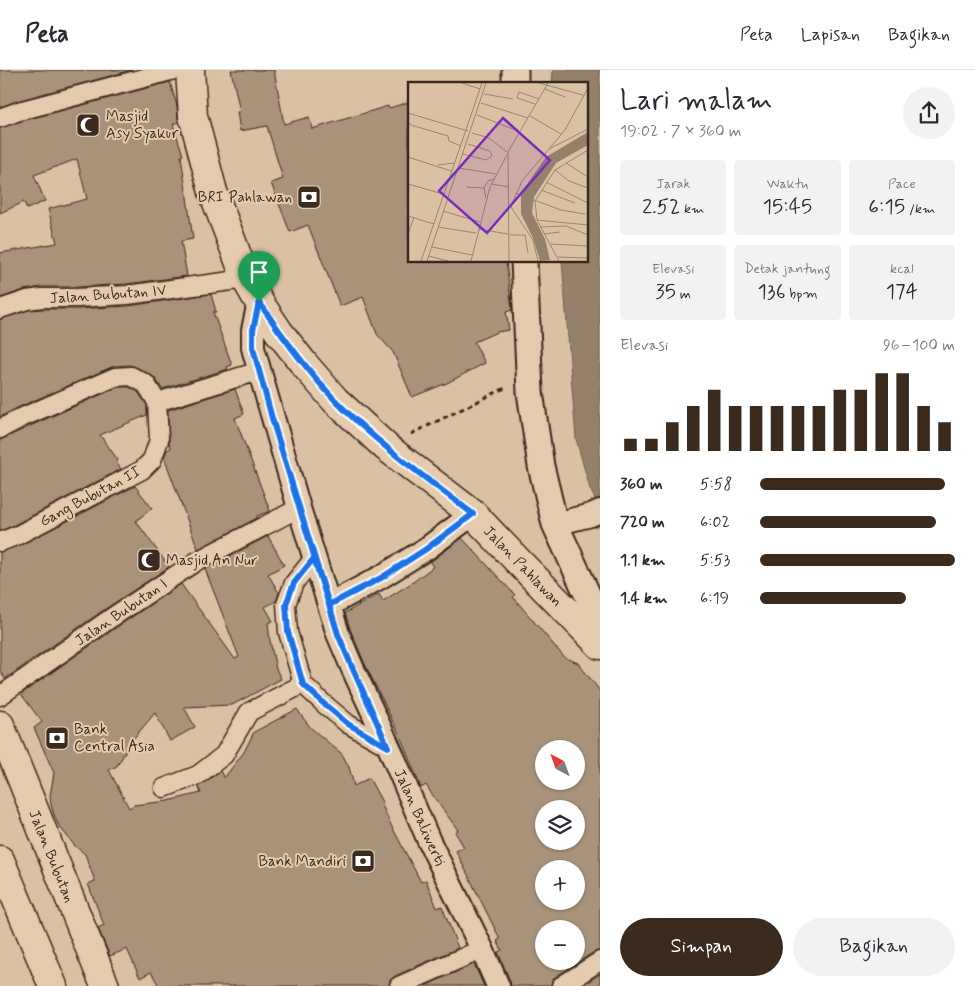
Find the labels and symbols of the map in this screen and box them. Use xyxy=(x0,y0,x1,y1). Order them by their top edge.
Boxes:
inset map xyxy=(408,82,588,262)
place label: Masjid Asy Syakur xyxy=(106,107,178,144)
mosque icon: Masjid Asy Syakur xyxy=(75,112,101,138)
bank icon: BRI Pahlawan xyxy=(296,184,322,210)
place label: BRI Pahlawan xyxy=(198,188,292,208)
pin xyxy=(238,251,280,302)
street label: Jalan Bubutan IV xyxy=(49,281,167,309)
street label: Gang Bubutan II xyxy=(37,462,145,533)
street label: Jalan Pahlawan xyxy=(478,522,566,612)
mosque icon: Masjid An Nur xyxy=(136,547,162,573)
place label: Masjid An Nur xyxy=(166,551,258,571)
street label: Jalan Bubutan I xyxy=(72,575,172,651)
place label: Bank Central Asia xyxy=(74,720,155,757)
bank icon: Bank Central Asia xyxy=(44,725,70,751)
north arrow xyxy=(535,740,585,790)
street label: Jalan Baliwerti xyxy=(389,766,450,869)
street label: Jalan Bubutan xyxy=(23,807,79,906)
bank icon: Bank Mandiri xyxy=(350,848,376,874)
place label: Bank Mandiri xyxy=(259,852,346,872)

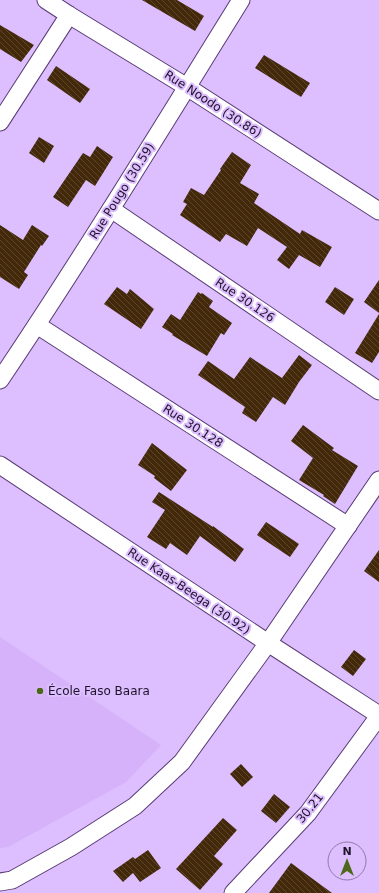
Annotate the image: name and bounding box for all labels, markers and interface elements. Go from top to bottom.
street label: Rue Noodo (30.86) [162,67,264,141]
street label: Rue Pougo (30.59) [87,140,157,242]
street label: Rue 30.126 [213,275,277,325]
street label: Rue 30.128 [160,401,226,451]
street label: Rue Kaas-Beega (30.92) [125,545,253,637]
place label: École Faso Baara [48,683,150,698]
marker: École Faso Baara [35,686,45,696]
street label: 30.21 [294,790,326,826]
north arrow [327,841,367,881]
text: N [342,845,352,858]

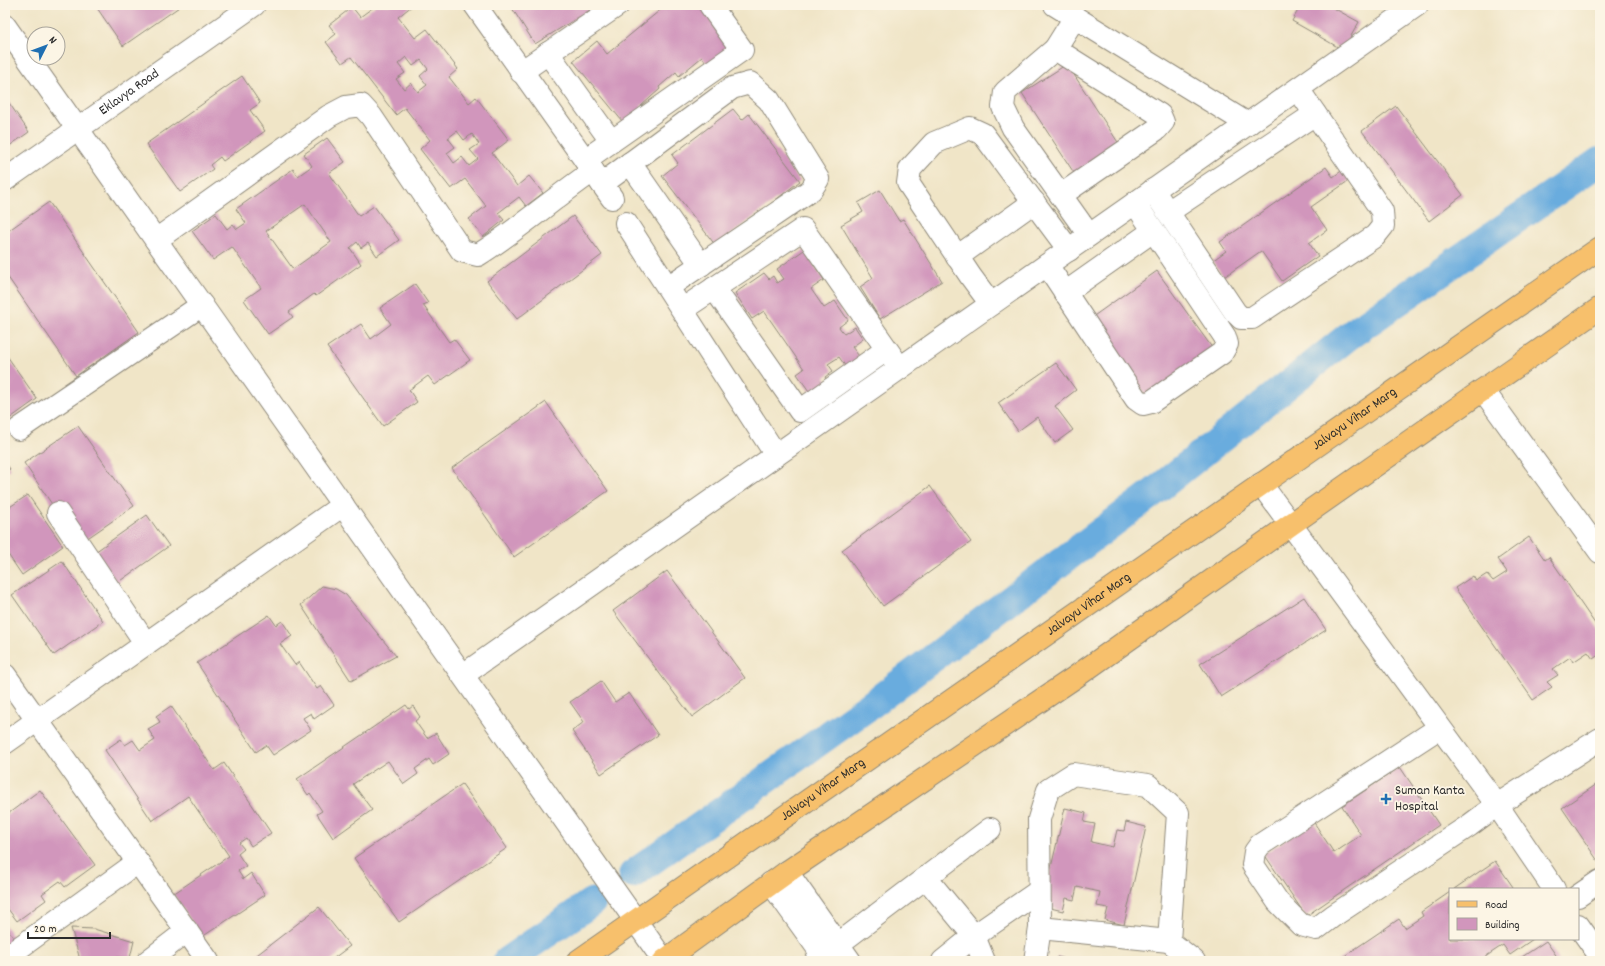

◆ ◆ ◆ ◆

- [Exercise directions]
The data shown above must be printed again exactly, with no images included.

- [Output for this exercise]
Find the labels and symbols of the map in this screen and box them. Use xyxy=(x0,y0,x1,y1). Order them by their top edge.
Boxes:
inset map xyxy=(408,82,588,262)
place label: Masjid Asy Syakur xyxy=(106,107,178,144)
mosque icon: Masjid Asy Syakur xyxy=(75,112,101,138)
bank icon: BRI Pahlawan xyxy=(296,184,322,210)
place label: BRI Pahlawan xyxy=(198,188,292,208)
pin xyxy=(238,251,280,302)
street label: Jalan Bubutan IV xyxy=(49,281,167,309)
street label: Gang Bubutan II xyxy=(37,462,145,533)
street label: Jalan Pahlawan xyxy=(478,522,566,612)
mosque icon: Masjid An Nur xyxy=(136,547,162,573)
place label: Masjid An Nur xyxy=(166,551,258,571)
street label: Jalan Bubutan I xyxy=(72,575,172,651)
place label: Bank Central Asia xyxy=(74,720,155,757)
bank icon: Bank Central Asia xyxy=(44,725,70,751)
north arrow xyxy=(535,740,585,790)
street label: Jalan Baliwerti xyxy=(389,766,450,869)
street label: Jalan Bubutan xyxy=(23,807,79,906)
bank icon: Bank Mandiri xyxy=(350,848,376,874)
place label: Bank Mandiri xyxy=(259,852,346,872)

Annotate the image: name and bounding box for all labels, markers and interface elements. Go from top to bottom.
street label: Rue Noodo (30.86) [162,67,264,141]
street label: Rue Pougo (30.59) [87,140,157,242]
street label: Rue 30.126 [213,275,277,325]
street label: Rue 30.128 [160,401,226,451]
street label: Rue Kaas-Beega (30.92) [125,545,253,637]
place label: École Faso Baara [48,683,150,698]
marker: École Faso Baara [35,686,45,696]
street label: 30.21 [294,790,326,826]
north arrow [327,841,367,881]
text: N [342,845,352,858]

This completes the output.